Sen. Pangilinan: Turn Batangas fish kill into source of fertilizer

June 1, 2011

Paterno Esmaquel II
May 31, 2011

The 752 tons of fish that died in Batangas could turn “positive” for the agriculture sector if the government converts these into fertilizers and feeds, Senator Francis Pangilinan said Tuesday.

“We may still turn this fish kill around if the fish are still not rotten. These can be harvested and dried and be turned into feeds,” Pangilinan said in a statement addressed to the Bureau of Fisheries and Aquatic Resources (BFAR) as well as the local government units (LGUs) involved.

Government can also convert the rotten fish into fertilizer “with the right methodology known to the Department of Agriculture (DA),” he said.

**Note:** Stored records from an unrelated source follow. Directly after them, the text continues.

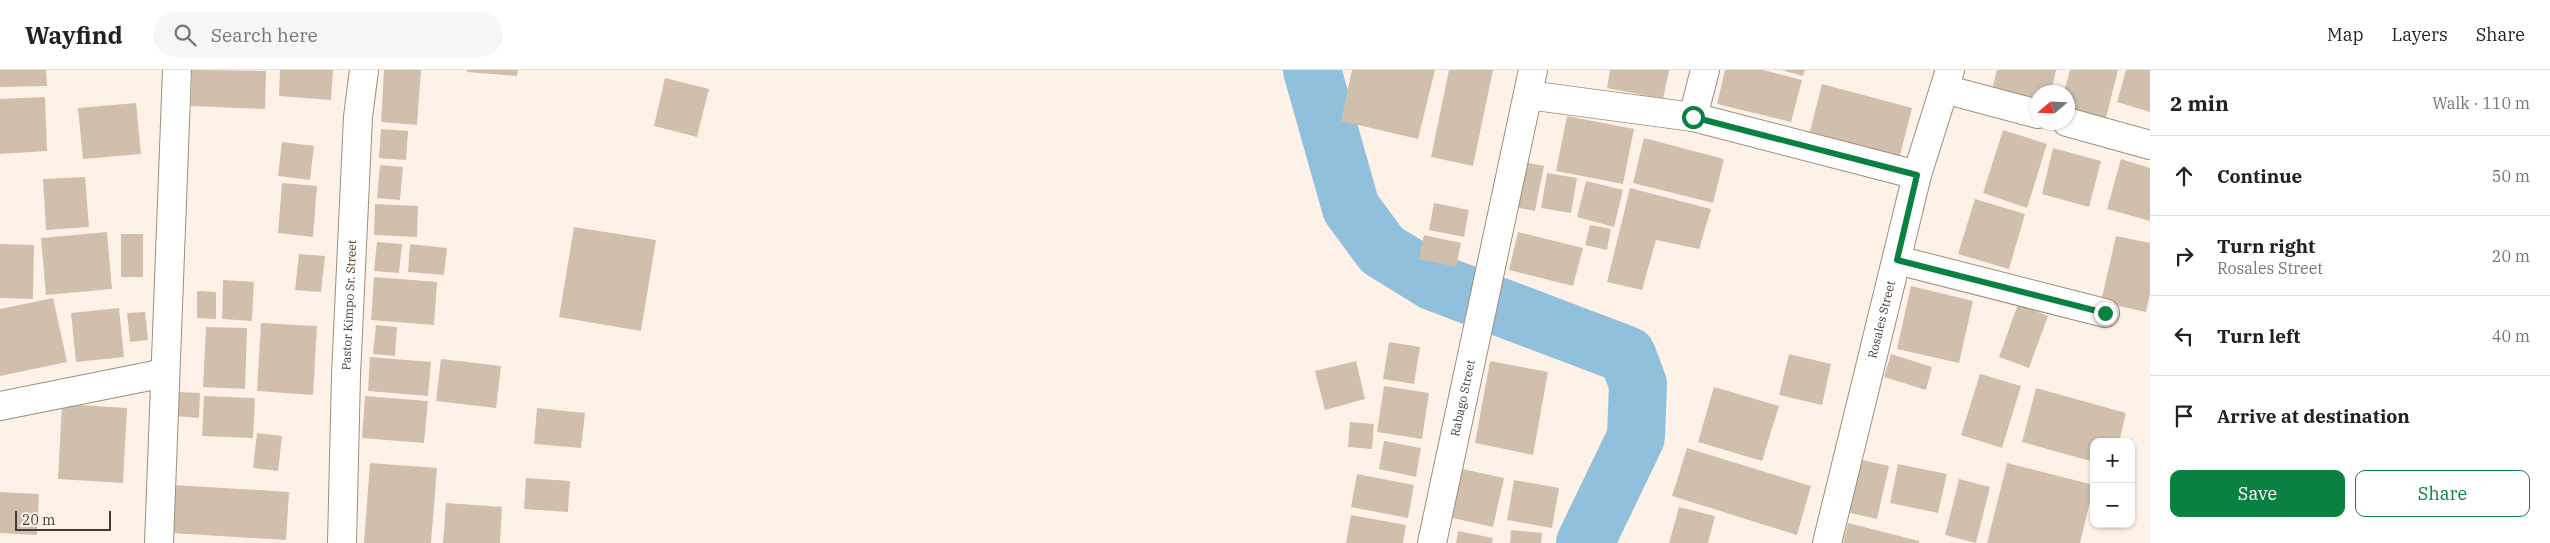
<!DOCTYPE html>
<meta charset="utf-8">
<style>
body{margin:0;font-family:"IBM Plex Serif",serif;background:#f6f6f6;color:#222}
.controls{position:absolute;right:15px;bottom:15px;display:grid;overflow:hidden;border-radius:10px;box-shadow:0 1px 4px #0004}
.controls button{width:45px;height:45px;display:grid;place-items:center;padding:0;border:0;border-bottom:1px solid #e0e0e0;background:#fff;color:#222;font:25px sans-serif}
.compass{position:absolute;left:2030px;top:15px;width:45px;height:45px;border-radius:50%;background:#fff;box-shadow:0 1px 4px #0004;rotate:251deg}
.scale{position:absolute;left:15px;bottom:12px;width:96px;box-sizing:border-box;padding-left:5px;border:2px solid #423b34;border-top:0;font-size:14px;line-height:18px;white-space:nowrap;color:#423b34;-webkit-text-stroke:4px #fef2e8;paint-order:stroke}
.stop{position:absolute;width:15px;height:15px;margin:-11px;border:4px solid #0b8043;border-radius:50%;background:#fff}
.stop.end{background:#0b8043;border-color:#fff;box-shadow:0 1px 5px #0008}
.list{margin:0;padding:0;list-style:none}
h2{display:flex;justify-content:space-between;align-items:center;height:65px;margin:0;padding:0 20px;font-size:21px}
h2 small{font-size:16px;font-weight:400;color:#767676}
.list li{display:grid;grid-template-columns:32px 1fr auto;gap:15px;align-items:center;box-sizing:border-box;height:80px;padding:0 20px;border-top:1px solid #e0e0e0}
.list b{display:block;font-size:19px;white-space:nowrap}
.list p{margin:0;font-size:16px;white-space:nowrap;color:#767676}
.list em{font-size:16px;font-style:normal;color:#767676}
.actions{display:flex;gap:10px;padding:15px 20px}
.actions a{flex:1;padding:11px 0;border:1px solid #0b8043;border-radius:10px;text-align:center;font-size:18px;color:#0b8043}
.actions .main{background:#0b8043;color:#fff}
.icon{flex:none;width:28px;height:28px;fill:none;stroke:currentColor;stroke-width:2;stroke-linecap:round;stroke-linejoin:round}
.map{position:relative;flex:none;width:2150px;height:473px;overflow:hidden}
header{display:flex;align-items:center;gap:30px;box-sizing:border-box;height:70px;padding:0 25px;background:#fff;border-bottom:1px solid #e0e0e0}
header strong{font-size:24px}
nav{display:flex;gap:28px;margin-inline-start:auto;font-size:18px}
.search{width:350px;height:45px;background:#f6f6f6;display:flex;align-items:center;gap:12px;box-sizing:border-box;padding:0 18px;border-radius:28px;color:#767676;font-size:19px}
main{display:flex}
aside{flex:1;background:#fff}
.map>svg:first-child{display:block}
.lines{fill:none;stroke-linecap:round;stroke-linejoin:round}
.river{stroke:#90c0db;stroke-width:58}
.building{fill:#d1bfae}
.minor-casing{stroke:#9e8d7d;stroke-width:30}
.tertiary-casing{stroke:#9e8d7d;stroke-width:30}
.minor{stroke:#fff;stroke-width:28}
.tertiary{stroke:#fff;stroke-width:28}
.route{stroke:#0b8043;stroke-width:6}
.labels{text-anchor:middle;stroke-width:4;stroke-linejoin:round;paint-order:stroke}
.street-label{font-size:12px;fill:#423b34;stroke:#fef2e8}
</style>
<header>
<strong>Wayfind</strong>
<div class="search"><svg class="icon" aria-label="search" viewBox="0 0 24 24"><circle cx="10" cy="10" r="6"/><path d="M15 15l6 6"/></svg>Search here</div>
<nav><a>Map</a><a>Layers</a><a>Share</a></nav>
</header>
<main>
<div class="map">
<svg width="2150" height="473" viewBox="0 0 2150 473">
<rect width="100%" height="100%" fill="#fef2e8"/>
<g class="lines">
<path class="river" d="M1312,0L1351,138L1382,180L1434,212L1627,285L1638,314L1636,367L1585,473"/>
</g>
<g class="building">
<path d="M0,0H46L47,16L0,17Z"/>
<path d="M192,0L266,1L265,39L191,36Z"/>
<path d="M280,0H333L331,30L279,26Z"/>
<path d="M384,0H421L417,55L381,52Z"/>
<path d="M467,0H518L517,6L467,2Z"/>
<path d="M1352,0H1435L1418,69L1341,51Z"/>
<path d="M1449,0H1493L1473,96L1431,87Z"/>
<path d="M1610,0H1669L1663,29L1607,18Z"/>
<path d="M1725,0H1763L1802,10L1791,52L1717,34Z"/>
<path d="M1781,0H1805L1803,6Z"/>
<path d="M1997,0H2056L2051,22H2038V31L1992,19Z"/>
<path d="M2070,0H2118L2106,48L2068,38V22H2064Z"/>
<path d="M2126,0H2150V42L2117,32Z"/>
<path d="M665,8L709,19L697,67L654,56Z"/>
<path d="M1822,14L1912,38L1898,93L1808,69Z"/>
<path d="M45,27L47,81L0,84V29Z"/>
<path d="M136,33L141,84L83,89L78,38Z"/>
<path d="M1567,46L1634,59L1623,114L1556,101Z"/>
<path d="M381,59L408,61L406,90L379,88Z"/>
<path d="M2003,60L2047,74L2027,138L1983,123Z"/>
<path d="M1644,68L1724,89L1713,133L1633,113Z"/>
<path d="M282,72L314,76L310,110L278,106Z"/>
<path d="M2053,78L2101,91L2089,137L2042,124Z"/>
<path d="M2121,89L2150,98V151L2107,139Z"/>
<path d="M1514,90L1544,96L1535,141L1505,135Z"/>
<path d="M380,95L403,97L400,130L377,128Z"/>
<path d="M1547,103L1577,108L1571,143L1541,138Z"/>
<path d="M85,107L89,157L46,160L43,109Z"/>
<path d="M1586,111L1623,120L1614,157L1577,147Z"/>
<path d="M282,113L317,116L313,167L278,163Z"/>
<path d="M1630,118L1711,139L1699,179L1656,170L1642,220L1607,212Z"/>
<path d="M1975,129L2025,144L2009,199L1958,184Z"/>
<path d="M1434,133L1469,140L1464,167L1429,160Z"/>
<path d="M375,134L418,136L417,167L374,165Z"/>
<path d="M1590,155L1611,159L1607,180L1585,175Z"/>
<path d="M574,157L656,170L641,261L559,247Z"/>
<path d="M107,162L112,219L46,225L41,168Z"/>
<path d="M1518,162L1583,178L1573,216L1509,200Z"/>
<rect x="121" y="164" width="22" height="43"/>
<path d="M1424,165L1461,173L1456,197L1419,189Z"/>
<path d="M2116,166L2150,173V223L2146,242L2101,232Z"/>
<path d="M377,172L402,174L399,203L374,201Z"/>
<path d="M0,174L34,175L33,229L0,228Z"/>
<path d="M410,174L447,178L444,205L408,202Z"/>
<path d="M299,184L325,186L321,222L295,220Z"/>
<path d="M374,207L437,212L434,255L371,250Z"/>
<path d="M223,210L254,212L252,251L222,249Z"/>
<path d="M1911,216L1973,231L1959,293L1897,279Z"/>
<path d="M197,221L216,222V249L197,248Z"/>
<path d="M53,228L67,292L0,306V239Z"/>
<path d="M2018,234L2048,246L2029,298L1999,287Z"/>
<path d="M119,238L124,287L76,292L71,243Z"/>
<path d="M145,242L148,270L130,272L127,243Z"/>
<path d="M261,253L317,256L313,325L257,321Z"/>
<path d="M376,255L397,257L395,286L373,284Z"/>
<path d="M206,257L247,258L245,319L203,317Z"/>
<path d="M1389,272L1420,277L1414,314L1383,309Z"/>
<path d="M1789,284L1831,294L1822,335L1779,325Z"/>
<path d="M1891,284L1932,297L1926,320L1884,307Z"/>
<path d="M370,287L431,292L428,326L368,321Z"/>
<path d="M441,289L501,296L496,338L436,331Z"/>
<path d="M1356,291L1365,329L1325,340L1315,301Z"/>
<path d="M1490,291L1548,302L1533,385L1475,373Z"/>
<path d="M1980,304L2021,316L2002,378L1961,365Z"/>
<path d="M1384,316L1429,323L1422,369L1377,362Z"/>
<path d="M1714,317L1779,336L1762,391L1698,372Z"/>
<path d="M2036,318L2126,343L2119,372H2094V392L2022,372Z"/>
<path d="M177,322L200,323L199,348L175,346Z"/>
<path d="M204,326L255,328L253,368L202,366Z"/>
<path d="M365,326L428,331L424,373L362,368Z"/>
<path d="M62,334L127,338L123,413L58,409Z"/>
<path d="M537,338L585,343L581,378L534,374Z"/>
<path d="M1350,352L1374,354L1372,379L1348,377Z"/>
<path d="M257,363L282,366L278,401L253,398Z"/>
<path d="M1384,371L1421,378L1416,407L1379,399Z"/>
<path d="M1687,378L1811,416L1797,465L1672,426Z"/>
<path d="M1858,389L1889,396L1877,449L1846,442Z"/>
<path d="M370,393L437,398L431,473H364Z"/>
<path d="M2007,393L2094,415L2080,473H1987Z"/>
<path d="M1898,394L1947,404L1938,443L1890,433Z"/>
<path d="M1458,398L1504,408L1493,457L1448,447Z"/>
<path d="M1357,404L1414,415L1408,448L1351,437Z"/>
<path d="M526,408L570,411L568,442L524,439Z"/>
<path d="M1959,409L1990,417L1976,473L1945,465Z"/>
<path d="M1514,410L1559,418L1552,458L1507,450Z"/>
<path d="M174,415L289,422L286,470L171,463Z"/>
<path d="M0,422L39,424L37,465L0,463Z"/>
<path d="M446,433L502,437L500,473H443Z"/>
<path d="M1679,437L1715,446L1708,473H1669Z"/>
<path d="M1351,445L1406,455L1403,473H1346Z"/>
<path d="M1848,453L1919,471V473H1843Z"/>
<path d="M1511,460L1542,463L1541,473H1510Z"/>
<path d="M1458,461L1493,468L1492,473H1456Z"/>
</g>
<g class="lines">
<g class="minor-casing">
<g id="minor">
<path d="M1944,19L2038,44"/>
<path d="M1528,25L1693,47L1917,105"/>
<path d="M1693,47L1705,0"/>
<path d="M2067,52L2150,75"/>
<path d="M1897,190L2105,243"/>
<path d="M0,336L165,303"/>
<path d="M159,473L177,0"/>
<path id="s1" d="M342,473L346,305L358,47L364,0"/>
<path id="s2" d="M1827,473L1917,105L1950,0"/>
</g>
</g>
<g class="tertiary-casing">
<g id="tertiary">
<path id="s3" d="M1432,473L1533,0"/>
</g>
</g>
<use href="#minor" class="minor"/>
<use href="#tertiary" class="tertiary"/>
</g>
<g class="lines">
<path class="route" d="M1693,47L1917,105L1897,190L2105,243"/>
</g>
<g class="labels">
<g class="street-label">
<text dy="4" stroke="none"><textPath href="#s1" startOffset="238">Pastor Kimpo Sr. Street</textPath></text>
<text dy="4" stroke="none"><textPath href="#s2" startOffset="230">Rosales Street</textPath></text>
<text dy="4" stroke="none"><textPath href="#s3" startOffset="148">Rabago Street</textPath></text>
</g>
</g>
</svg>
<div class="controls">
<button>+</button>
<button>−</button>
</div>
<svg class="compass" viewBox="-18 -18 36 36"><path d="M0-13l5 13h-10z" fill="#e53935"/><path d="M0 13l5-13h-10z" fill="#767676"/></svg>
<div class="scale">20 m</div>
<div class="stop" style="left:1693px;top:47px"></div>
<div class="stop end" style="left:2105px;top:243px"></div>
</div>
<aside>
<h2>2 min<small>Walk · 110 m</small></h2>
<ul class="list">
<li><svg class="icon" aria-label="ahead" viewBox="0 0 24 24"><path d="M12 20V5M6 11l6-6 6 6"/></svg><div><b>Continue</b></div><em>50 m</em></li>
<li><svg class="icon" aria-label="right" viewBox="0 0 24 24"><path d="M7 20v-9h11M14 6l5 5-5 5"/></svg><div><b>Turn right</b><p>Rosales Street</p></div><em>20 m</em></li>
<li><svg class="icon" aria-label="left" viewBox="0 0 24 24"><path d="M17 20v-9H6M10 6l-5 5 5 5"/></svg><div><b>Turn left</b></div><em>40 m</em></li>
<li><svg class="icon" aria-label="arrive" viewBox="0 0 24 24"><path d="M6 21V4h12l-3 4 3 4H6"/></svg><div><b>Arrive at destination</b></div></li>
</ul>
<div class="actions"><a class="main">Save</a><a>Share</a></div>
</aside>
</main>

“The soil can be enriched by these organic materials, but there is a proper way of doing it. The DA and the local governments should come together and find out if these mitigating measures can still be implemented,” Pangilinan said.

Noting that 70 percent of the cost of raising livestock comes from the cost of feeds, Pangilinan said, “We should look at how we can turn a negative into a positive for agricultural productivity given the circumstances.”

The government on Monday pegged the value of the dead fish at P57 million.

It can be done

In an interview with GMA News Online, BFAR officer-in-charge Benjamin Tabios Jr. said Pangilinan’s suggestion can be implemented provided that the tons of fish are made to decompose first.

“Some organic material can be used as fertilizer,” Tabios noted.

Tabios, however, said the BFAR can only go as far as provide the technical assistance or suggestions on how to dispose of fish that perished in the province. He said the implementation of specific measures falls on the lap of LGUs.

On Monday, Tabios said the consumption of affected fish is hazardous to a person’s health. Some traders in Batangas, however, continue to sell fish that died in the fish kill, said a report on GMA News TV’s “State of the Nation” newscast.

In 2008, the DA and the Manila city government suggested a measure to convert fish and vegetable wastes into fertilizers.